• Work to be completed
Will you give every entry again exactly as it stands?

Records from a collection
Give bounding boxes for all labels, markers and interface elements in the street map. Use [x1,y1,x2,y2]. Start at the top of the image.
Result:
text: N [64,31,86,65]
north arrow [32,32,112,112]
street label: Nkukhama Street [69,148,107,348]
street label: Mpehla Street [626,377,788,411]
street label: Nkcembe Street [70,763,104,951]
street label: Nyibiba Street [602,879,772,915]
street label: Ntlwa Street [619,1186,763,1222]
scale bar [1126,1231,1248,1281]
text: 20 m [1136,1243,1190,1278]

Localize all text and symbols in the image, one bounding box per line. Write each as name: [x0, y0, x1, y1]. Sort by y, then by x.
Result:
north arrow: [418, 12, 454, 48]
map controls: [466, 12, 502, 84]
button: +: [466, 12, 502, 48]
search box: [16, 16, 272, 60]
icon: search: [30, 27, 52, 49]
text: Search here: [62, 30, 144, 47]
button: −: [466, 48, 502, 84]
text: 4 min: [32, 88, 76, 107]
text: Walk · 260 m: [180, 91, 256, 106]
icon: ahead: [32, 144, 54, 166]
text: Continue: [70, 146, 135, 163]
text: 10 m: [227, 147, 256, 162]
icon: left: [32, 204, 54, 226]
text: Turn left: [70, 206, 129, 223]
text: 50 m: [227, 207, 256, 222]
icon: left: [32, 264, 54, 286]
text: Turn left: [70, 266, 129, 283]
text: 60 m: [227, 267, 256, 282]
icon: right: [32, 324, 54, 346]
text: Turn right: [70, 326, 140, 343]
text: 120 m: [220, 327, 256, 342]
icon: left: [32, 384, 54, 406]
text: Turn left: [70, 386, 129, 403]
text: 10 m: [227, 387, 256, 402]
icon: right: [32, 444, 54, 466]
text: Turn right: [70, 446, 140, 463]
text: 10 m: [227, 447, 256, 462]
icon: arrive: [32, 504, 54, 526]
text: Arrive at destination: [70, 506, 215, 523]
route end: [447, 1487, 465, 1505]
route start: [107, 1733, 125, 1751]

• Exercise output
Give bounding boxes for all labels, markers and interface elements in the street map. Use [x1,y1,x2,y2]. Start at the top of the image.
Result:
text: N [64,31,86,65]
north arrow [32,32,112,112]
street label: Nkukhama Street [69,148,107,348]
street label: Mpehla Street [626,377,788,411]
street label: Nkcembe Street [70,763,104,951]
street label: Nyibiba Street [602,879,772,915]
street label: Ntlwa Street [619,1186,763,1222]
scale bar [1126,1231,1248,1281]
text: 20 m [1136,1243,1190,1278]

Localize all text and symbols in the image, one bounding box per line. Write each as name: [x0, y0, x1, y1]. Sort by y, then by x.
Result:
north arrow: [418, 12, 454, 48]
map controls: [466, 12, 502, 84]
button: +: [466, 12, 502, 48]
search box: [16, 16, 272, 60]
icon: search: [30, 27, 52, 49]
text: Search here: [62, 30, 144, 47]
button: −: [466, 48, 502, 84]
text: 4 min: [32, 88, 76, 107]
text: Walk · 260 m: [180, 91, 256, 106]
icon: ahead: [32, 144, 54, 166]
text: Continue: [70, 146, 135, 163]
text: 10 m: [227, 147, 256, 162]
icon: left: [32, 204, 54, 226]
text: Turn left: [70, 206, 129, 223]
text: 50 m: [227, 207, 256, 222]
icon: left: [32, 264, 54, 286]
text: Turn left: [70, 266, 129, 283]
text: 60 m: [227, 267, 256, 282]
icon: right: [32, 324, 54, 346]
text: Turn right: [70, 326, 140, 343]
text: 120 m: [220, 327, 256, 342]
icon: left: [32, 384, 54, 406]
text: Turn left: [70, 386, 129, 403]
text: 10 m: [227, 387, 256, 402]
icon: right: [32, 444, 54, 466]
text: Turn right: [70, 446, 140, 463]
text: 10 m: [227, 447, 256, 462]
icon: arrive: [32, 504, 54, 526]
text: Arrive at destination: [70, 506, 215, 523]
route end: [447, 1487, 465, 1505]
route start: [107, 1733, 125, 1751]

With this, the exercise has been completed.